**** RECORD SET
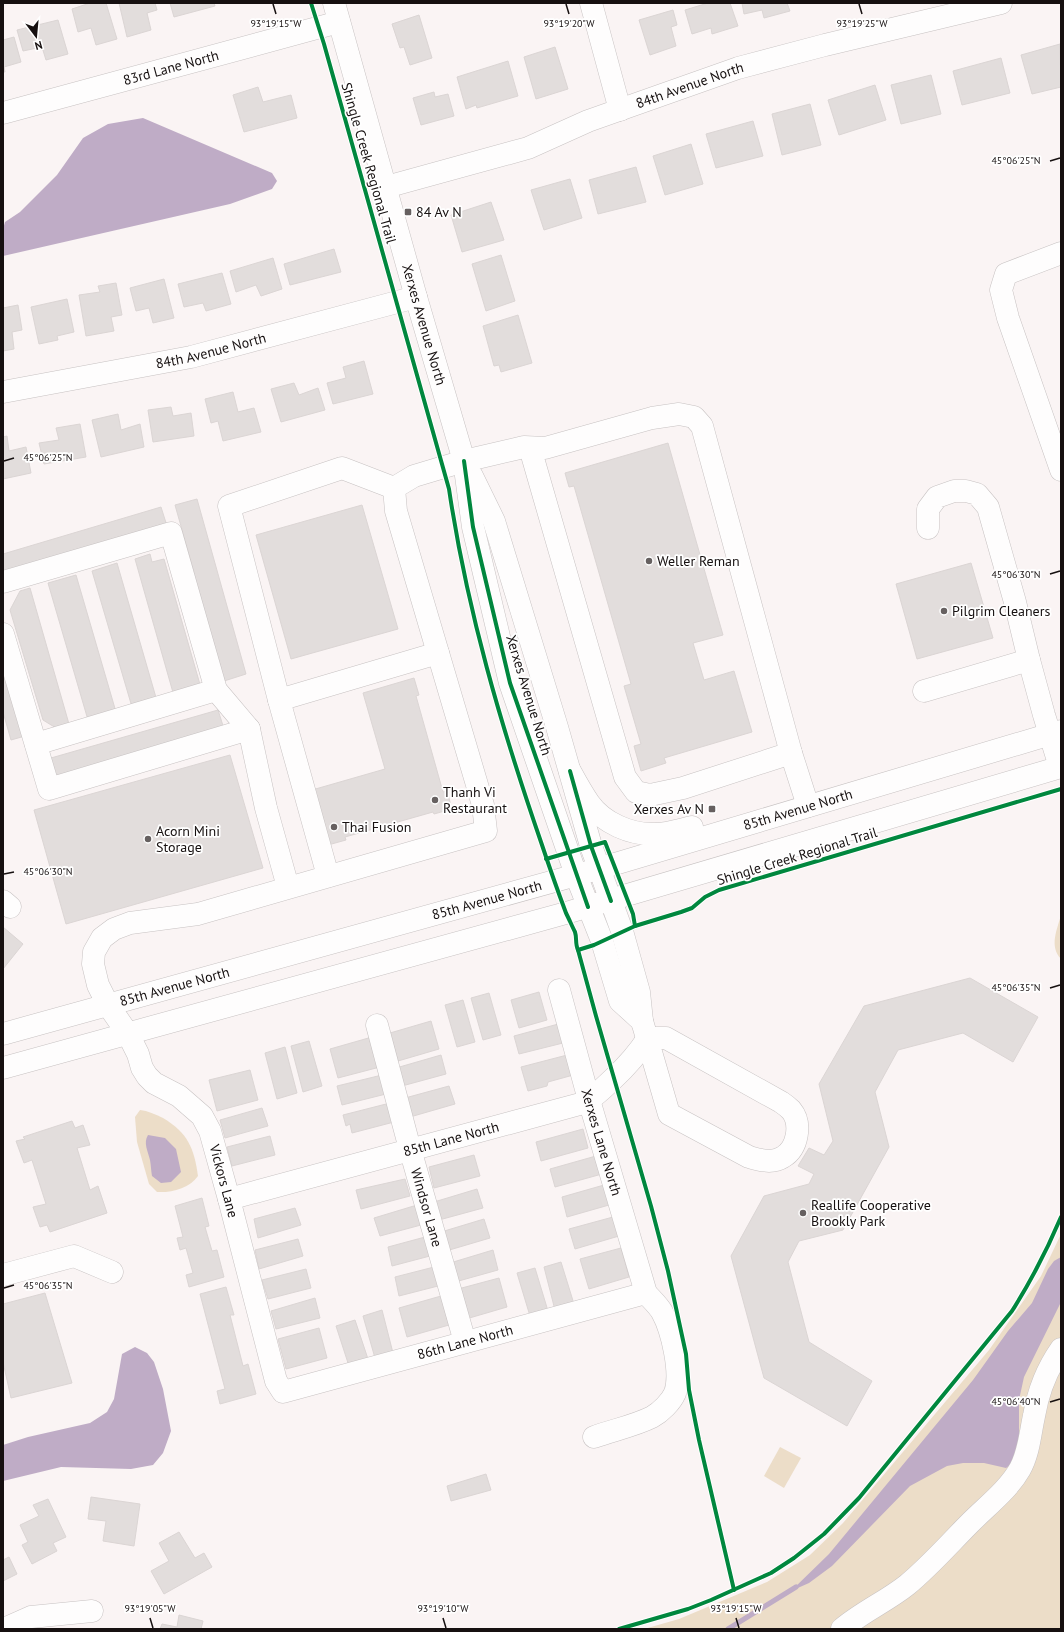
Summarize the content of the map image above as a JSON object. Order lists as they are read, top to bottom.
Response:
{
  "streets": {
    "street": [
      "83rd Lane North",
      "84th Avenue North",
      "Xerxes Avenue North",
      "85th Avenue North",
      "85th Lane North",
      "Xerxes Lane North",
      "Vickors Lane",
      "Windsor Lane",
      "86th Lane North"
    ],
    "cycle path": ["Shingle Creek Regional Trail"]
  },
  "crossings": [
    ["83rd Lane North", "Xerxes Avenue North"],
    ["84th Avenue North", "Xerxes Avenue North"],
    ["Xerxes Avenue North", "85th Avenue North"],
    ["Xerxes Avenue North", "85th Lane North"],
    ["85th Avenue North", "Vickors Lane"],
    ["85th Lane North", "Xerxes Lane North"],
    ["85th Lane North", "Vickors Lane"],
    ["85th Lane North", "Windsor Lane"],
    ["Xerxes Lane North", "86th Lane North"],
    ["Vickors Lane", "86th Lane North"],
    ["Windsor Lane", "86th Lane North"]
  ],
  "places": {
    "transit": ["84 Av N", "Xerxes Av N"],
    "other": [
      "Weller Reman",
      "Pilgrim Cleaners",
      "Thanh Vi Restaurant",
      "Thai Fusion",
      "Acorn Mini Storage",
      "Reallife Cooperative Brookly Park"
    ]
  },
  "north": "bottom",
  "coordinates": [
    "93°19'15\"W",
    "93°19'20\"W",
    "93°19'25\"W",
    "45°06'25\"N",
    "45°06'30\"N",
    "45°06'35\"N",
    "45°06'40\"N",
    "93°19'05\"W",
    "93°19'10\"W"
  ]
}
********
TASK REQUIREMENTS: Every line of the material must be returned verbatim, and pictures must be left behind.

RESPONSE:
Summarize the content of the map image above as a JSON object. Order lists as they are read, top to bottom.
Response:
{
  "streets": {
    "street": [
      "83rd Lane North",
      "84th Avenue North",
      "Xerxes Avenue North",
      "85th Avenue North",
      "85th Lane North",
      "Xerxes Lane North",
      "Vickors Lane",
      "Windsor Lane",
      "86th Lane North"
    ],
    "cycle path": ["Shingle Creek Regional Trail"]
  },
  "crossings": [
    ["83rd Lane North", "Xerxes Avenue North"],
    ["84th Avenue North", "Xerxes Avenue North"],
    ["Xerxes Avenue North", "85th Avenue North"],
    ["Xerxes Avenue North", "85th Lane North"],
    ["85th Avenue North", "Vickors Lane"],
    ["85th Lane North", "Xerxes Lane North"],
    ["85th Lane North", "Vickors Lane"],
    ["85th Lane North", "Windsor Lane"],
    ["Xerxes Lane North", "86th Lane North"],
    ["Vickors Lane", "86th Lane North"],
    ["Windsor Lane", "86th Lane North"]
  ],
  "places": {
    "transit": ["84 Av N", "Xerxes Av N"],
    "other": [
      "Weller Reman",
      "Pilgrim Cleaners",
      "Thanh Vi Restaurant",
      "Thai Fusion",
      "Acorn Mini Storage",
      "Reallife Cooperative Brookly Park"
    ]
  },
  "north": "bottom",
  "coordinates": [
    "93°19'15\"W",
    "93°19'20\"W",
    "93°19'25\"W",
    "45°06'25\"N",
    "45°06'30\"N",
    "45°06'35\"N",
    "45°06'40\"N",
    "93°19'05\"W",
    "93°19'10\"W"
  ]
}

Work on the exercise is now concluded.